21

I am writing a program that syncs PostgreSQL and MS SQL server databases (and adds some changes in this transition). With multi million records, it takes a long time, and loads server pretty bad with select *; it also takes more resources to parse unchanged records and validate them against MS SQL server.

Are there any logs in PostgreSQL that I can parse to find out the changes that took place in the last n-minutes? This would allow me to select only those records that I need to work; improving performance.

Andrew
  • 7,619
  • 13
  • 63
  • 117

2 Answers2

40

Postgresql, find changes in the last n minutes:

Postgresql does not automatically store the date or time that rows were added/updated/deleted (it would really slow things down to handle timestamps like this if you didn't want it to).

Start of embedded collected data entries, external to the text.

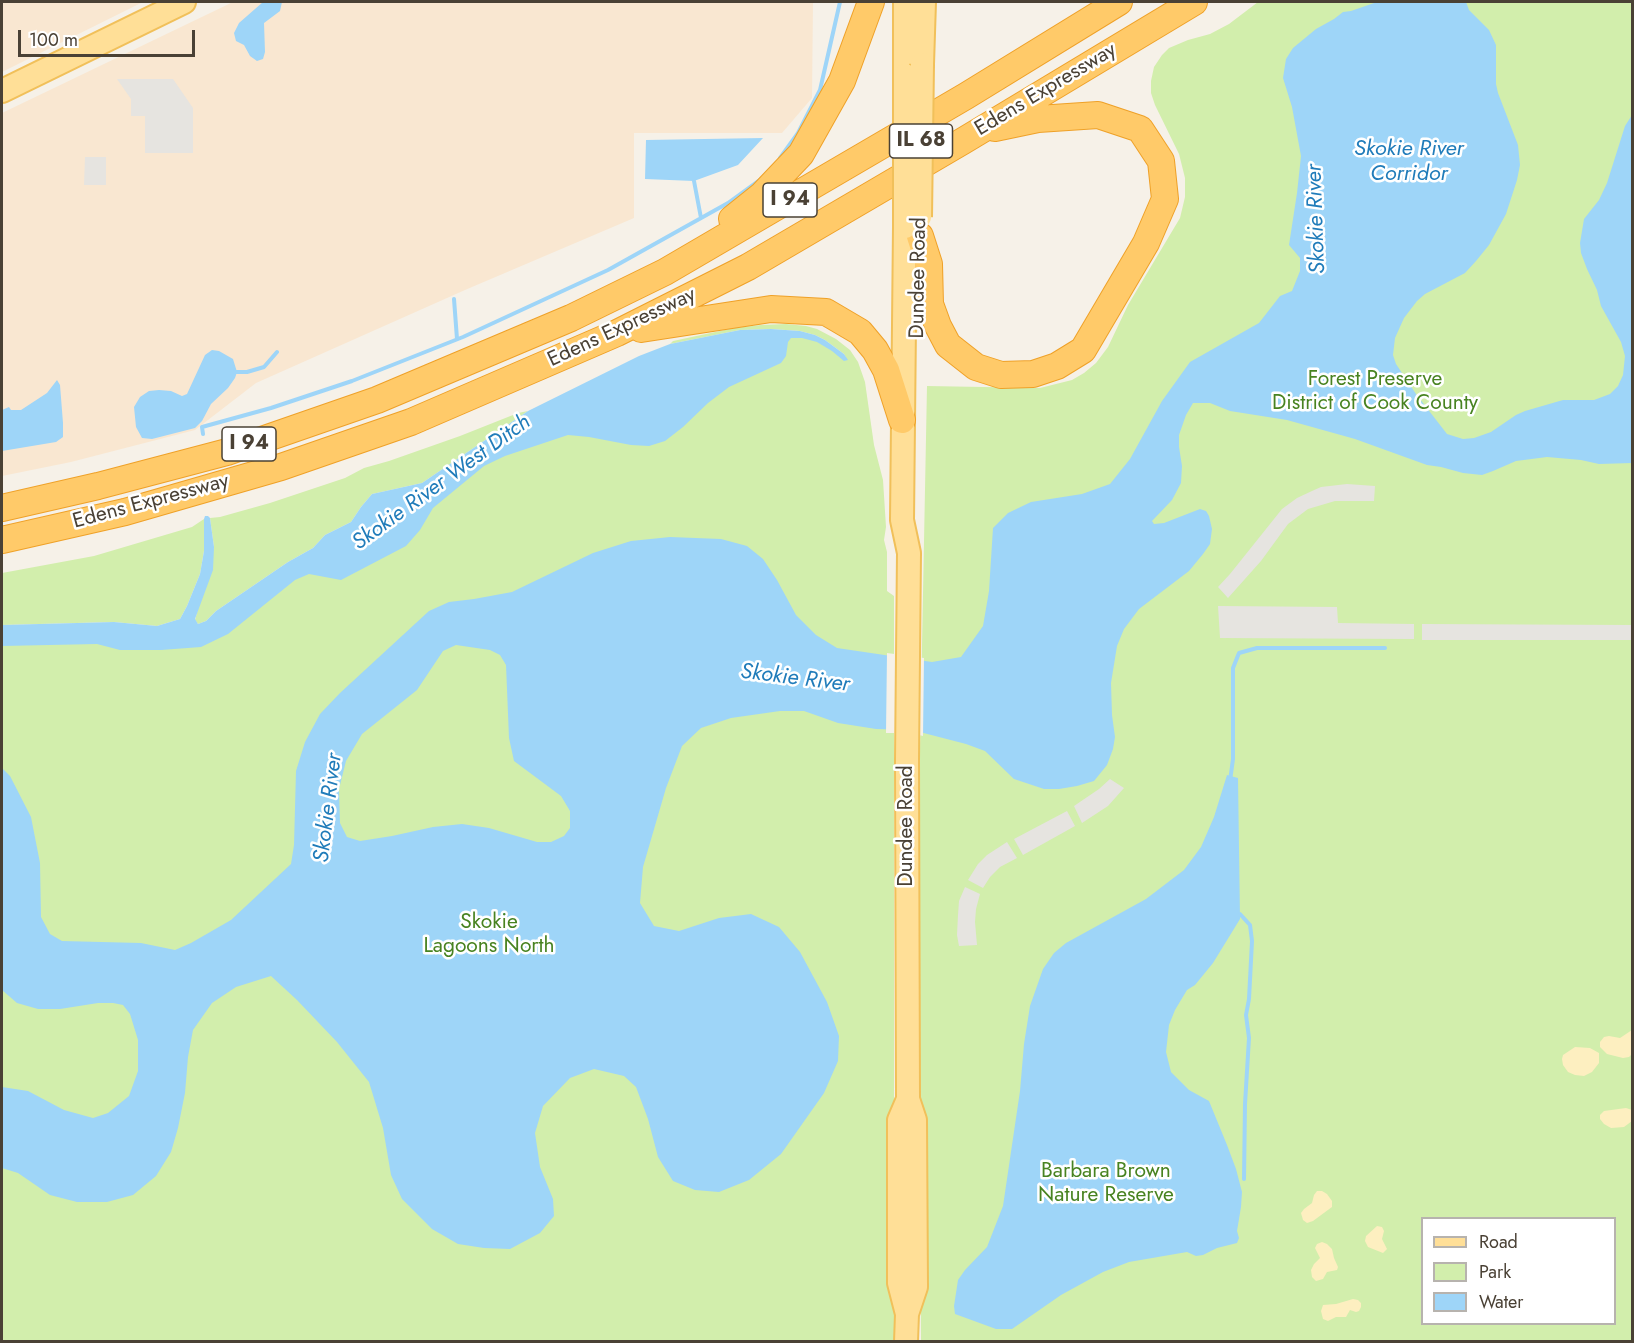 <!DOCTYPE html>
<html>
<head>
<meta charset="utf-8">
<style>
	body { margin:0 }
	#map { position:relative; width:1634px; height:1343px; overflow:hidden; background:#f6f1e8; font-family:Jost,sans-serif }
	canvas { display:block }
	.frame { position:absolute; inset:0; border:3px solid #4a4135; pointer-events:none }
	.legend { position:absolute; left:1421px; top:1217px; width:195px; height:108px; box-sizing:border-box; background:#fff; border:2px solid #b7b3ae; margin:0; padding:8px 10px; list-style:none; font-size:18px; color:#4a4135 }
	.legend li { display:flex; align-items:center; gap:12px; height:30px }
	.legend b { width:30px; border:2px solid #b7b3ae }
	.scale { position:absolute; left:18px; top:30px; width:177px; height:27px; box-sizing:border-box; border:3px solid #4a4135; border-top:0; padding-left:8px; font-size:18px; line-height:21px; white-space:nowrap; color:#4a4135; -webkit-text-stroke:4px #fff; paint-order:stroke }
</style>
</head>
<body>
<div id="map">
<canvas width="1634" height="1343"></canvas>
<div class="frame"></div>
<ul class="legend">
<li><b style="height:8px;background:#ffdf97"></b>Road</li>
<li><b style="height:16px;background:#d2eeac"></b>Park</li>
<li><b style="height:16px;background:#9ed5f8"></b>Water</li>
</ul>
<div class="scale">100 m</div>
</div>
<script>
const c = document.querySelector('canvas').getContext('2d');
c.lineJoin = 'round';
function fillPath(path, color) { c.fillStyle = color; c.fill(path, 'evenodd'); }
const shape = rows => new Path2D(rows.map(r => 'M' + r).join(''));
function trace(path, color, width, dash) { c.strokeStyle = color; c.lineWidth = width; c.lineCap = dash ? 'butt' : 'round'; c.setLineDash(dash || []); c.stroke(path); }
function write(font, color, halo, rows, align = 'center') {
  c.font = font + ' Jost,sans-serif'; c.lineWidth = 5; c.setLineDash([]); c.textBaseline = 'middle'; c.strokeStyle = halo; c.fillStyle = color; for (const [text, x, y, turn = 0] of rows) {
    c.save(); c.translate(x, y); c.rotate((+turn || 0) * Math.PI / 180); c.textAlign = isNaN(turn) ? turn : align; if (halo) c.strokeText(text, 0, 0); c.fillText(text, 0, 0); c.restore();
  }
}
const commercial = shape([
	[2,2,143,2,2,72],
	[233,2,813,2,812,98,782,133,634,133,634,218,465,290,256,383,195,430,71,462,2,476,2,113]
]);
const green = shape([
	[1258,2,1632,2,1632,1341,921,1341,918,852,927,386,1040,388,1072,380,1084,373,1096,363,1108,347,1128,305,1180,218,1185,197,1185,178,1179,154,1155,105,1151,93,1151,81,1154,67,1162,55,1169,48,1188,40,1210,34,1229,24],
	[1422,1218,1614,1218,1614,1324,1422,1324],
	[786,324,806,326,817,329,836,339,850,350,858,362,865,382,874,445,883,480,886,527,884,540,887,552,887,591,894,596,894,1341,2,1341,2,639,174,640,438,487,748,335,818,338,846,358,844,354,825,340,815,335,800,331,771,329,740,330,670,344,673,341,734,328,761,325],
	[528,411,422,483,372,494,361,507,351,522,325,535,313,548,288,562,216,611,206,621,198,624,195,620,214,547,210,518,220,517,270,503,345,478,364,468,389,461,460,436,518,413],
	[204,519,204,551,200,574,187,606,180,619,157,626,114,622,2,625,2,573,94,556,192,527]
]);
const sand = shape([
	[1632,1030,1632,1054,1629,1057,1623,1058,1607,1054,1600,1047,1600,1042,1604,1037,1609,1036,1620,1038],
	[1575,1047,1590,1048,1599,1053,1599,1063,1592,1072,1584,1076,1575,1075,1568,1072,1563,1065,1562,1059,1563,1055],
	[1626,1108,1632,1110,1632,1121,1624,1127,1611,1128,1604,1124,1600,1119,1600,1115,1604,1111],
	[1317,1191,1322,1191,1327,1194,1332,1201,1332,1207,1313,1221,1307,1223,1303,1220,1301,1213,1304,1209,1312,1203,1314,1195],
	[1377,1226,1382,1227,1384,1231,1382,1239,1387,1249,1383,1253,1368,1247,1365,1241,1366,1236],
	[1322,1242,1327,1244,1332,1249,1334,1258,1338,1267,1337,1270,1327,1272,1323,1279,1316,1281,1312,1277,1311,1270,1314,1264,1320,1258,1315,1248,1317,1244],
	[1353,1299,1358,1300,1361,1303,1361,1307,1359,1311,1356,1312,1350,1310,1346,1317,1336,1317,1328,1321,1323,1319,1321,1311,1323,1305,1336,1304]
]);
const parking = shape([
	[117,79,173,79,193,108,193,153,145,153,145,116,131,116,131,99],
	[85,157,106,157,106,185,84,185],
	[1347,484,1375,486,1374,501,1335,501,1308,509,1288,524,1261,561,1228,598,1218,587,1230,574,1282,509,1297,498,1312,491,1321,487],
	[1218,606,1337,607,1338,623,1414,624,1414,639,1220,638],
	[1422,624,1632,625,1632,640,1422,640],
	[1110,779,1124,788,1108,806,1082,823,1074,806,1099,789],
	[1067,811,1075,826,1023,855,1014,839],
	[1007,842,1017,858,1000,867,990,877,983,888,968,880,978,864,987,855],
	[965,887,980,894,976,909,975,922,977,945,959,946,957,935,958,915,959,901]
]);
const water = shape([
	[263,2,282,2,280,11,264,23,265,52,263,59,257,61,250,56,244,45,236,41,234,33,239,23],
	[1377,2,1466,2,1469,10,1489,30,1496,45,1496,84,1498,93,1518,145,1520,165,1517,180,1506,214,1489,245,1476,261,1465,273,1425,294,1417,301,1404,318,1395,338,1393,355,1396,364,1416,394,1447,434,1463,439,1474,438,1491,432,1516,415,1525,411,1563,400,1594,400,1610,394,1618,386,1623,375,1625,356,1621,342,1601,306,1597,290,1587,269,1581,253,1580,243,1584,219,1599,200,1607,183,1625,126,1632,115,1632,463,1599,464,1581,460,1547,457,1516,461,1493,471,1482,475,1463,473,1441,467,1427,465,1355,439,1287,420,1230,411,1210,403,1193,403,1186,415,1179,435,1179,447,1182,466,1181,483,1172,500,1152,521,1154,524,1164,523,1200,509,1206,511,1209,516,1212,529,1210,544,1203,554,1189,571,1139,609,1124,629,1117,646,1111,683,1112,715,1115,737,1113,749,1107,765,1094,781,1077,786,1059,789,1044,789,1014,779,985,751,966,744,912,730,876,729,838,723,804,711,780,711,731,718,701,728,682,746,666,788,643,867,640,903,654,926,679,931,719,918,751,914,779,927,800,952,827,1002,839,1036,838,1061,824,1093,781,1154,749,1180,719,1192,695,1190,673,1181,658,1157,648,1119,636,1087,624,1076,594,1069,570,1078,543,1106,535,1133,540,1167,553,1199,554,1216,540,1233,510,1249,484,1248,458,1244,432,1229,402,1199,391,1175,383,1128,369,1082,337,1042,297,1000,271,976,236,987,212,1003,193,1030,188,1057,185,1093,178,1128,171,1152,156,1176,133,1195,107,1202,77,1202,50,1195,18,1173,2,1168,2,1087,28,1091,64,1110,93,1118,108,1113,129,1096,138,1071,138,1040,130,1014,123,1005,113,1003,98,1003,60,1009,38,1009,17,1003,2,990,2,768,10,776,31,817,40,863,41,917,50,934,62,941,141,943,175,950,191,943,231,920,291,864,294,845,296,771,305,742,320,714,340,693,429,611,449,602,474,599,512,592,593,553,631,541,670,537,721,539,747,546,763,559,777,580,796,615,816,635,837,648,932,662,961,657,983,626,989,591,993,528,1008,513,1031,502,1082,494,1110,484,1130,459,1162,401,1190,362,1259,323,1280,296,1292,291,1300,271,1300,258,1289,245,1297,193,1301,156,1292,107,1283,78,1286,59,1293,48,1316,29,1334,19,1343,12,1351,11],
	[456,645,490,650,500,655,506,665,509,738,514,761,561,796,570,811,570,828,564,836,551,842,537,842,489,828,462,824,433,827,392,836,360,841,347,837,340,823,339,789,346,761,362,734,417,690,443,651],
	[763,138,738,165,694,181,645,179,646,140],
	[771,329,800,331,815,335,825,340,844,354,848,360,844,361,832,351,817,342,802,338,791,338,788,342,786,356,781,363,729,387,708,403,683,427,665,441,649,446,631,445,589,437,568,435,505,456,484,466,433,508,420,530,406,546,341,580,309,574,295,580,228,634,201,647,161,650,120,650,97,644,2,646,2,625,114,622,157,626,180,619,187,606,200,574,204,551,204,519,205,516,208,516,210,518,214,547,213,570,195,619,198,624,206,621,216,611,288,562,313,548,325,535,351,522,361,507,372,494,422,483,528,411,639,356,670,344,740,330],
	[212,350,219,351,233,359,237,372,235,378,228,388,211,404,202,421,195,428,152,439,142,438,136,427,134,407,140,397,149,391,159,390,171,391,182,396,187,394,205,355],
	[57,380,60,385,63,423,63,437,56,442,2,451,2,410,9,407,11,410,21,410,47,393],
	[1227,775,1238,778,1240,919,1213,963,1195,985,1187,990,1175,1010,1169,1025,1166,1052,1171,1072,1189,1090,1209,1101,1227,1145,1236,1169,1242,1192,1241,1207,1237,1231,1239,1238,1237,1243,1217,1248,1203,1255,1196,1256,1187,1252,1129,1262,1103,1272,1061,1295,1012,1329,996,1329,955,1314,954,1306,958,1280,965,1270,987,1247,1003,1206,1020,1091,1024,1044,1030,1006,1043,969,1054,953,1066,943,1146,899,1184,870,1201,847,1214,817]
]);
const pier = shape([
	[887,653,924,658,923,736,911,733,886,733]
]);
const stream = shape([
	[780,158,798,133,820,90,840,2],
	[694,181,701,218],
	[454,299,457,339],
	[234,372,247,372,264,367,277,352],
	[203,434,202,427,271,408,352,381,463,337,608,270,728,203,761,179],
	[1230,781,1233,759,1233,668,1239,653,1257,648,1385,648],
	[1240,914,1250,925,1252,941,1249,999,1246,1015,1249,1038,1245,1104,1244,1179]
]);
const major = shape([
	[922,64,924,2],
	[905,75,905,2],
	[2,91,184,2],
	[905,227,902,520,909,553,907,760,908,1099,915,1120,916,1287,907,1314],
	[906,1342,907,1314,899,1283,899,1120,908,1099]
]);
const highway = shape([
	[732,219,762,195,801,154,842,81,871,2],
	[920,236,929,264,930,304,938,326,948,345,976,367,1001,375,1033,374,1057,366,1083,350,1146,243,1165,199,1161,161,1140,129,1098,115,1038,119,995,128],
	[641,329,771,309,826,312,860,332,875,350,886,370,902,420],
	[2,508,98,486,227,452,377,400,571,318,665,272,966,96,1119,2],
	[2,540,125,512,281,467,411,422,617,333,748,267,963,141,1194,2]
]);
const majorBridge = shape([
	[920,217,922,64],
	[905,227,905,75]
]);
const shields = [
	[921,141,63],
	[790,200,54],
	[249,444,54]
];
const shieldNames = [
	["IL 68",921,141],
	["I 94",790,200],
	["I 94",249,444]
];
const streetNames = [
	["Edens Expressway",1046,90,-31],
	["Dundee Road",919,278,-89],
	["Edens Expressway",622,328,-25],
	["Edens Expressway",151,502,-15],
	["Dundee Road",907,826,-90]
];
const parkNames = [
	["Forest Preserve",1375,380],
	["District of Cook County",1375,404],
	["Skokie",489,923],
	["Lagoons North",489,947],
	["Barbara Brown",1106,1172],
	["Nature Reserve",1106,1196]
];
const waterNames = [
	["Skokie River",1409,150],
	["Corridor",1409,175],
	["Skokie River",1317,219,-92],
	["Skokie River West Ditch",442,483,-36],
	["Skokie River",795,679,7],
	["Skokie River",329,808,-83]
];
fillPath(commercial, '#f9e7d1');
fillPath(green, '#d2eeac');
fillPath(sand, '#fdefc0');
fillPath(parking, '#e6e4e0');
fillPath(water, '#9ed5f8');
fillPath(pier, '#f6f1e8');
trace(stream, '#9ed5f8', 4);
trace(major, '#f1c05a', 26);
trace(highway, '#efa128', 28);
trace(major, '#ffdf97', 22);
trace(highway, '#ffca69', 26);
trace(majorBridge, '#f1c05a', 26, []);
trace(majorBridge, '#ffdf97', 22);
for (const [x, y, w] of shields) { const box = new Path2D(); box.roundRect(x - w / 2, y - 17, w, 34, 4.5); c.fillStyle = '#fff'; c.fill(box); trace(box, '#4a4135', 1.5); }
write('bold 20px', '#4a4135', null, shieldNames);
write('21px', '#4a4135', '#fff', streetNames);
write('21px', '#488321', '#fff', parkNames);
write('italic 22px', '#207cba', '#fff', waterNames);
</script>
</body>
</html>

You'll have to do it yourself: Add a timestamp column to the table. When you insert a row into the table, have it update the timestamp column to the current_timestamp. When you are selecting the row, use a select statement that filters down where timestamp is greater than N minutes ago as follows:

Get rows where a timestamp is greater than a date:

SELECT * from yourtable 
WHERE your_timestamp_field > to_date('05 Dec 2000', 'DD Mon YYYY');

Get rows that have been changed in the last n minutes:

SELECT * from yourtable 
WHERE your_timestamp_field > current_timestamp - interval '5 minutes'

Walkthrough example

drop table foo; 
CREATE TABLE foo( 
    msg character varying(20), 
    created_date date, 
    edited_date timestamp 
); 
insert into foo values( 'splog adfarm coins', '2015-01-01', current_timestamp);
insert into foo values( 'execute order 2/3', '2020-03-15', current_timestamp);
insert into foo values( 'deploy wessels', '2038-03-15', current_timestamp);
 
select * from foo where created_date < to_date('2020-05-05', 'YYYY-mm-DD'); 
    ┌────────────────────┬──────────────┬────────────────────────────┐ 
    │        msg         │ created_date │        edited_date         │ 
    ├────────────────────┼──────────────┼────────────────────────────┤ 
    │ splog adfarm coins │ 2015-01-01   │ 2020-12-29 11:46:27.968162 │ 
    │ execute order 2/3  │ 2020-03-15   │ 2020-12-29 11:46:27.96918  │ 
    └────────────────────┴──────────────┴────────────────────────────┘ 
 
select * from foo where edited_date > to_timestamp(
    '2020-12-29 11:42:37.719412', 'YYYY-MM-DD HH24_MI_SS.US'); 
    ┌────────────────────┬──────────────┬────────────────────────────┐ 
    │        msg         │ created_date │        edited_date         │ 
    ├────────────────────┼──────────────┼────────────────────────────┤ 
    │ execute order 2/3  │ 2020-03-15   │ 2020-12-29 11:46:27.96918  │ 
    │ deploy wessels     │ 2038-03-15   │ 2020-12-29 11:46:27.969988 │ 
    └────────────────────┴──────────────┴────────────────────────────┘ 
Eric Leschinski
  • 146,994
  • 96
  • 417
  • 335
  • OK, inserts can be taken care of with timestamps, what about edits? – Andrew Dec 07 '12 at 17:52
  • 1
    When you edit the table, you could either update that same timestamp, or make an additional column called "date_updated" and when you update the row, mark that column as current time. Watchout for timezone changes, daylight savings times and other shenanigans with the time. – Eric Leschinski Dec 07 '12 at 17:54
  • Use **`trigger`** to update your_timestamp_field automatically when any INSERT/UPDATE is proceeded. You don't more need to remember 'SET your_timestamp' in all queries. – Evgeny Nozdrev Oct 16 '18 at 12:20
4

You can use a trigger based approach described here:

http://wiki.postgresql.org/wiki/Audit_trigger

Essentially every table change fires a trigger which can write some info in a log table.

sega_sai
  • 8,328
  • 1
  • 29
  • 38